SparkNV-Voice is a fine-tuned version of the Spark-TTS model trained on the NonverbalTTS dataset. It enables expressive speech synthesis with nonverbal cues (like laughter, sighs, sneezing, etc.) and rich emotional tone.
Built for applications that require natural, human-like vocalization, this model produces speech with semantic tokens and global prosody control using BiCodec detokenization.
🧾 Model Details
- Base:
suno-ai/spark-tts
- Dataset:
deepvk/NonverbalTTS
- Architecture: Causal Language Model + BiCodec for audio token generation
- Language: English
- Voice: Single-speaker (no multi-speaker conditioning)
🛠 Installation
To run this model, install the required dependencies:
pip install --no-deps bitsandbytes accelerate xformers==0.0.29.post3 peft trl triton cut_cross_entropy unsloth_zoo
pip install sentencepiece protobuf "datasets>=3.4.1,<4.0.0" "huggingface_hub>=0.34.0" hf_transfer
pip install --no-deps unsloth
git clone https://github.com/SparkAudio/Spark-TTS
pip install omegaconf einx
🚀 Inference Code
import torch
import re
import numpy as np
from typing import Dict, Any
import torchaudio.transforms as T
from unsloth import FastModel
import sys
sys.path.append('Spark-TTS')
from sparktts.models.audio_tokenizer import BiCodecTokenizer
from huggingface_hub import snapshot_download
# Download model and code
snapshot_download("yasserrmd/SparkNV-Voice", local_dir = "SparkNV-Voice")

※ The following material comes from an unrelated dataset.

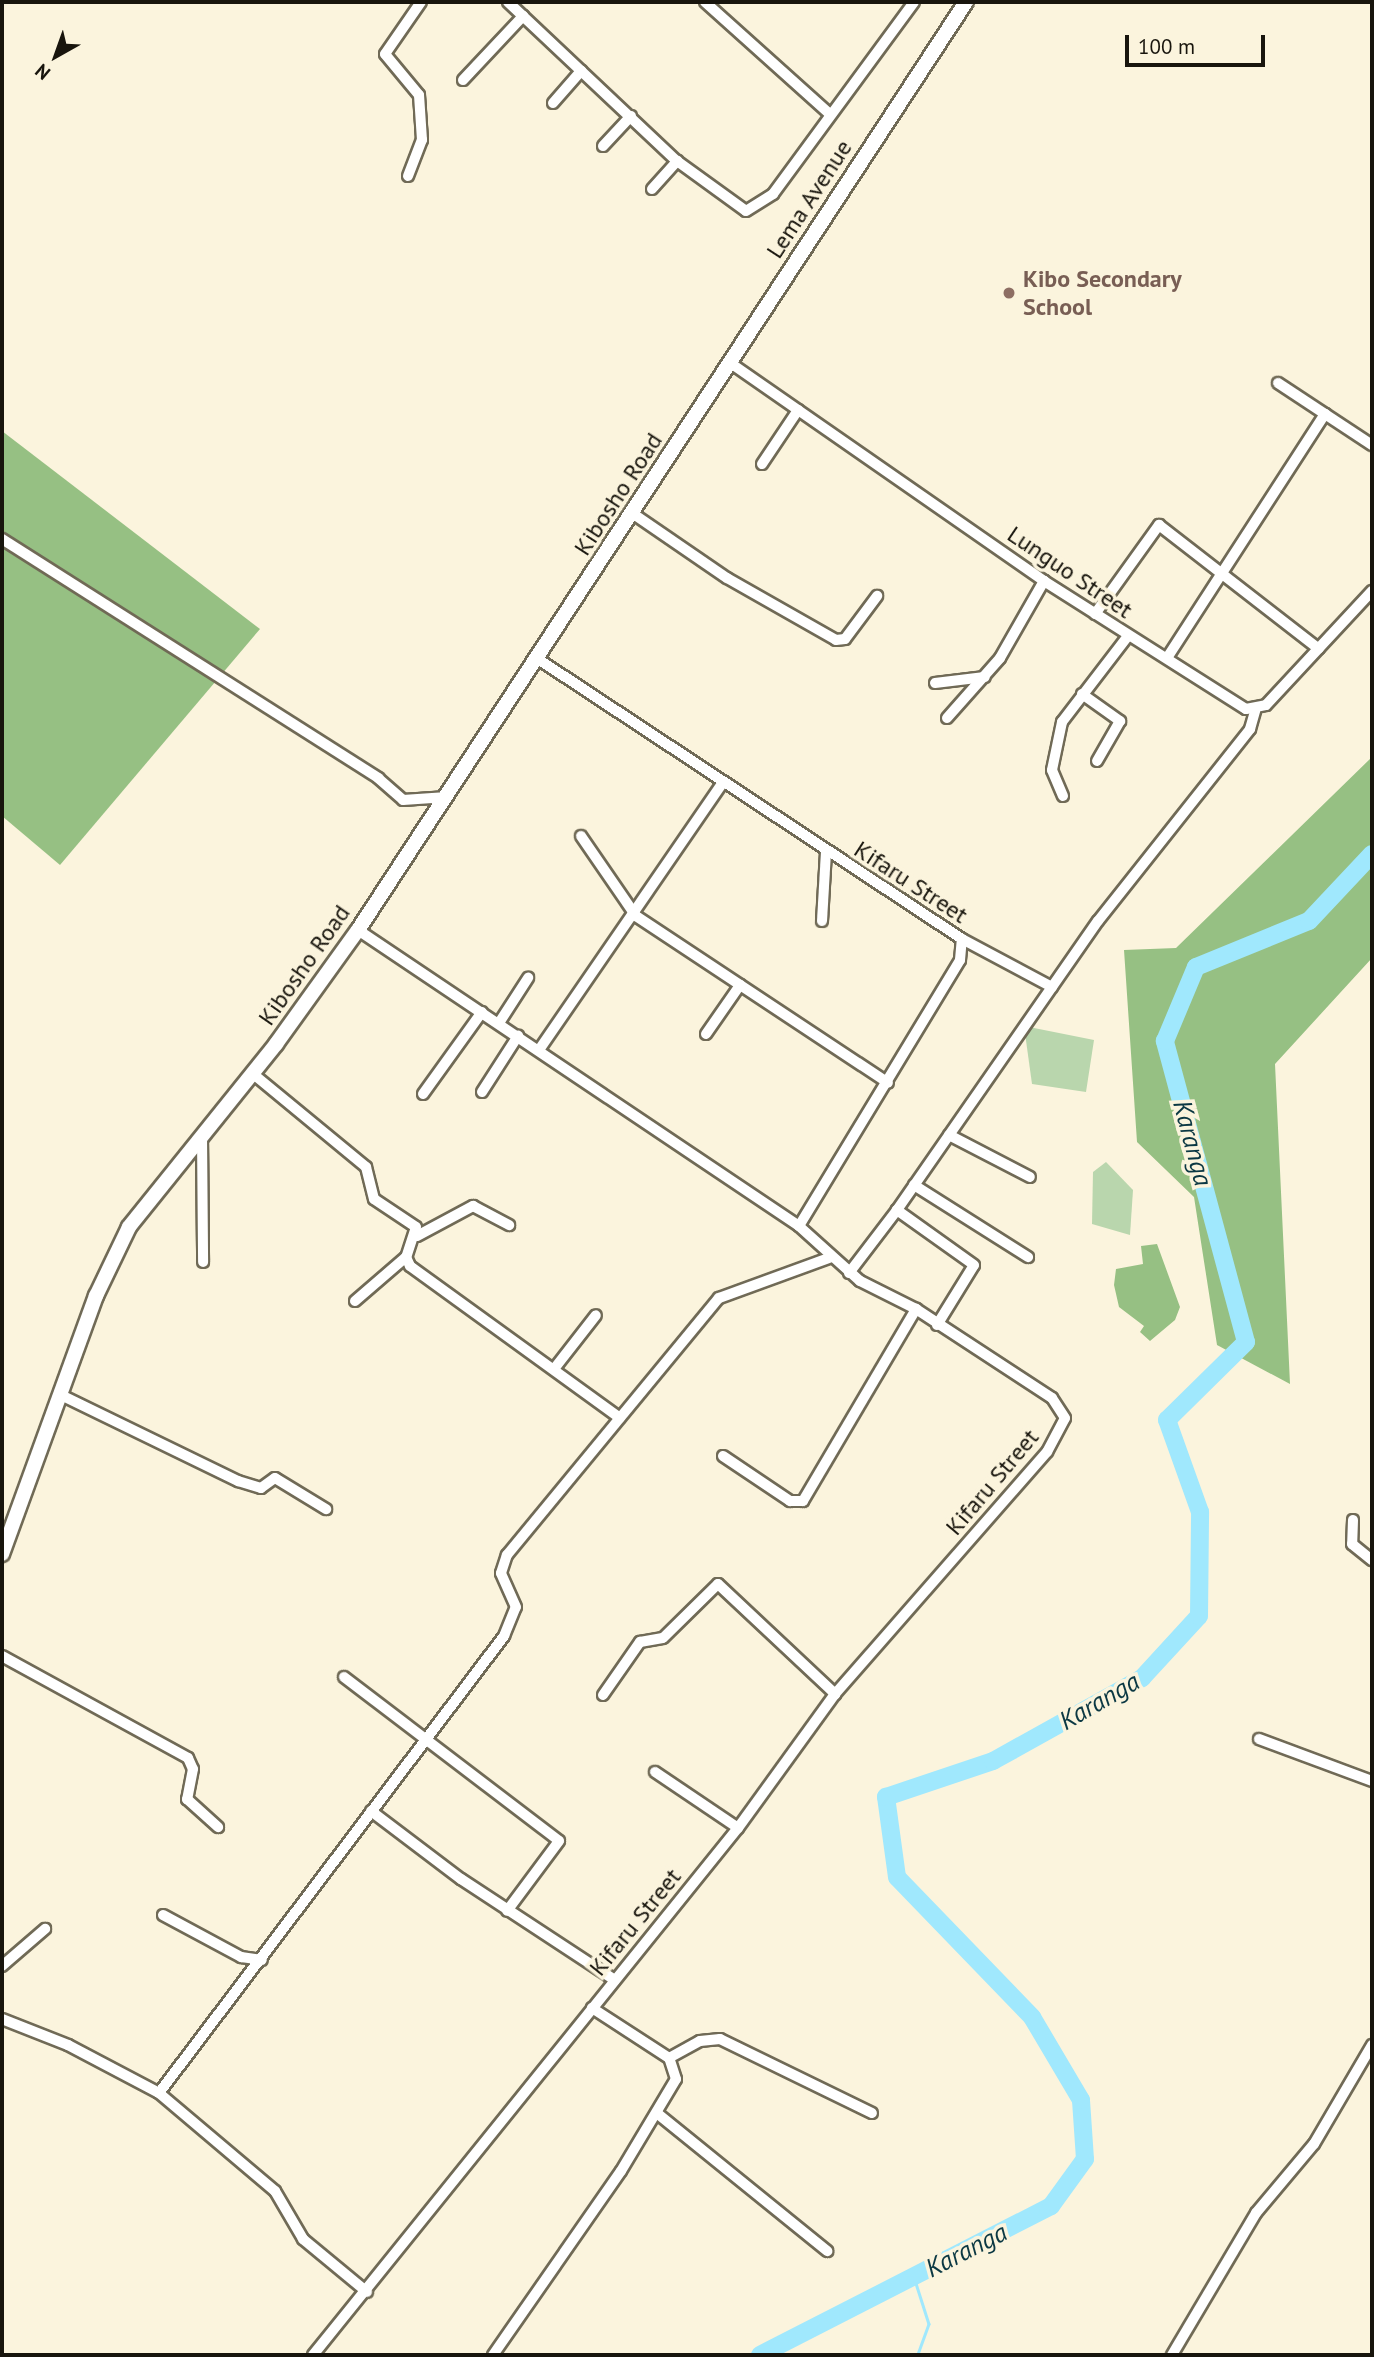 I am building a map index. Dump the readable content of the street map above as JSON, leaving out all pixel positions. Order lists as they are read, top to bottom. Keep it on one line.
{"streets":{"main road":["Lema Avenue","Kibosho Road"],"street":["Lunguo Street","Kifaru Street"]},"crossings":[["Lema Avenue","Kibosho Road"],["Lema Avenue","Lunguo Street"],["Kibosho Road","Kifaru Street"]],"water":["Karanga"],"places":["Kibo Secondary School"],"scale_bar":"100 m","north":"bottom left"} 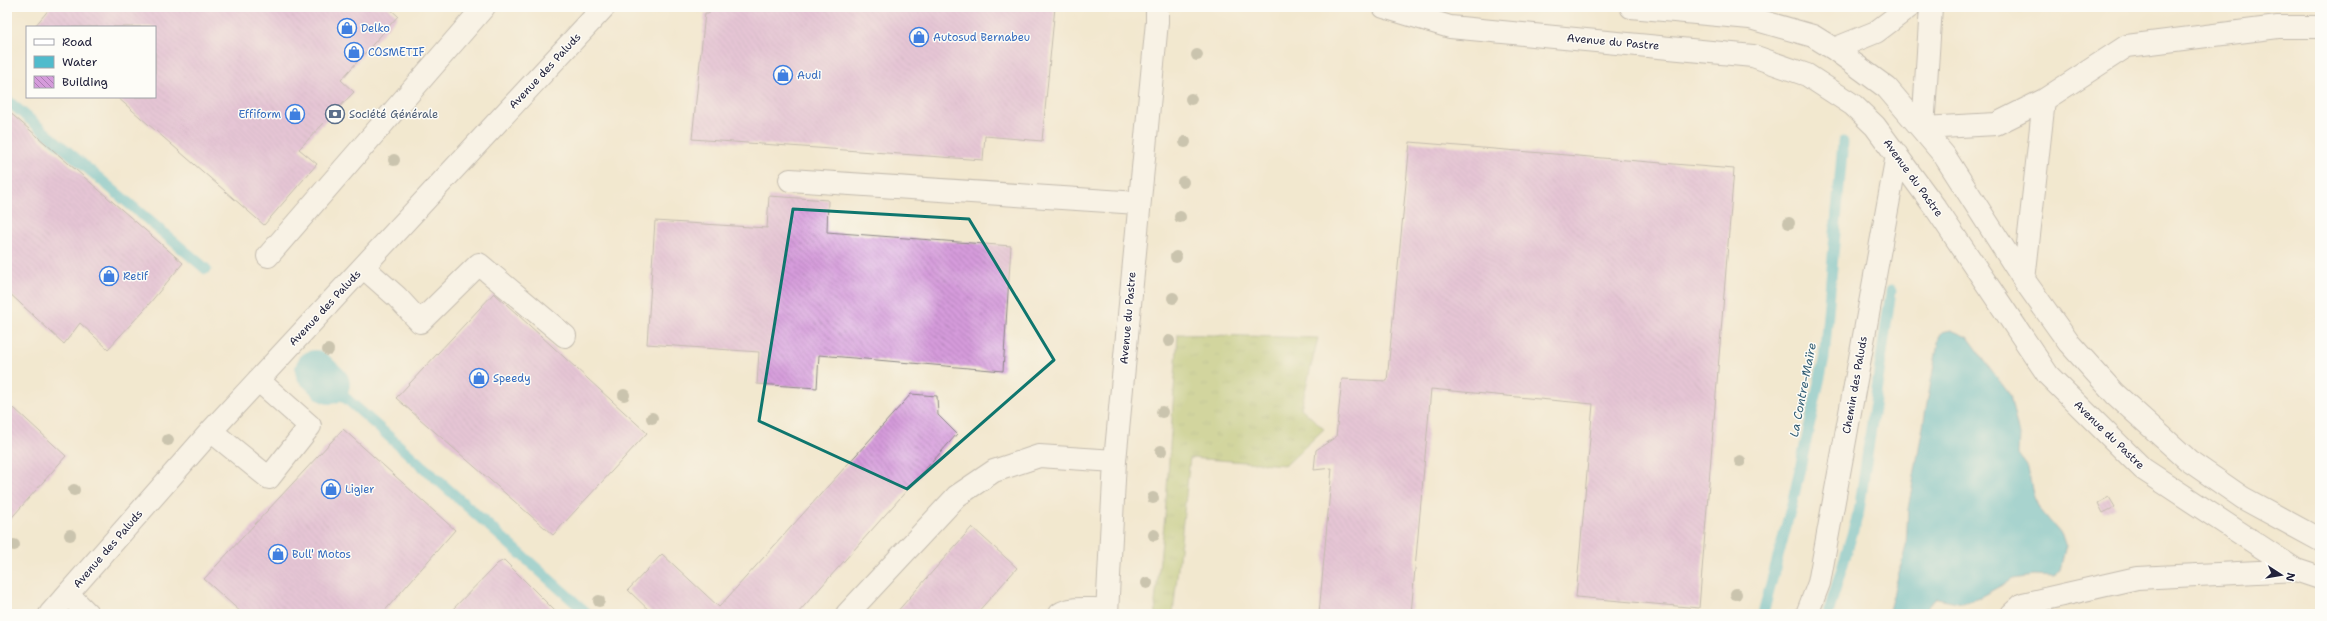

max_seq_length = 2048 # Choose any for long context!
model, tokenizer = FastModel.from_pretrained(
model_name = "SparkNV-Voice",
max_seq_length = max_seq_length,
dtype = torch.float32, # Spark seems to only work on float32 for now
full_finetuning = True, # We support full finetuning now!
load_in_4bit = False,
#token = "hf_...", # use one if using gated models like meta-llama/Llama-2-7b-hf
)
FastModel.for_inference(model) # Enable native 2x faster inference
audio_tokenizer = BiCodecTokenizer("SparkNV-Voice", "cuda")
audio_tokenizer.model.to("cuda")
input_text = "Hey there, my name is Yasser, and I'm a 🌬️ speech generation model that can sound like a person."
chosen_voice = None # None for single-speaker
@torch.inference_mode()
def generate_speech_from_text(
text: str,
temperature: float = 0.8, # Generation temperature
top_k: int = 50, # Generation top_k
top_p: float = 1, # Generation top_p
max_new_audio_tokens: int = 2048, # Max tokens for audio part
device: torch.device = torch.device("cuda" if torch.cuda.is_available() else "cpu")
) -> np.ndarray:
"""
Generates speech audio from text using default voice control parameters.
Args:
text (str): The text input to be converted to speech.
temperature (float): Sampling temperature for generation.
top_k (int): Top-k sampling parameter.
top_p (float): Top-p (nucleus) sampling parameter.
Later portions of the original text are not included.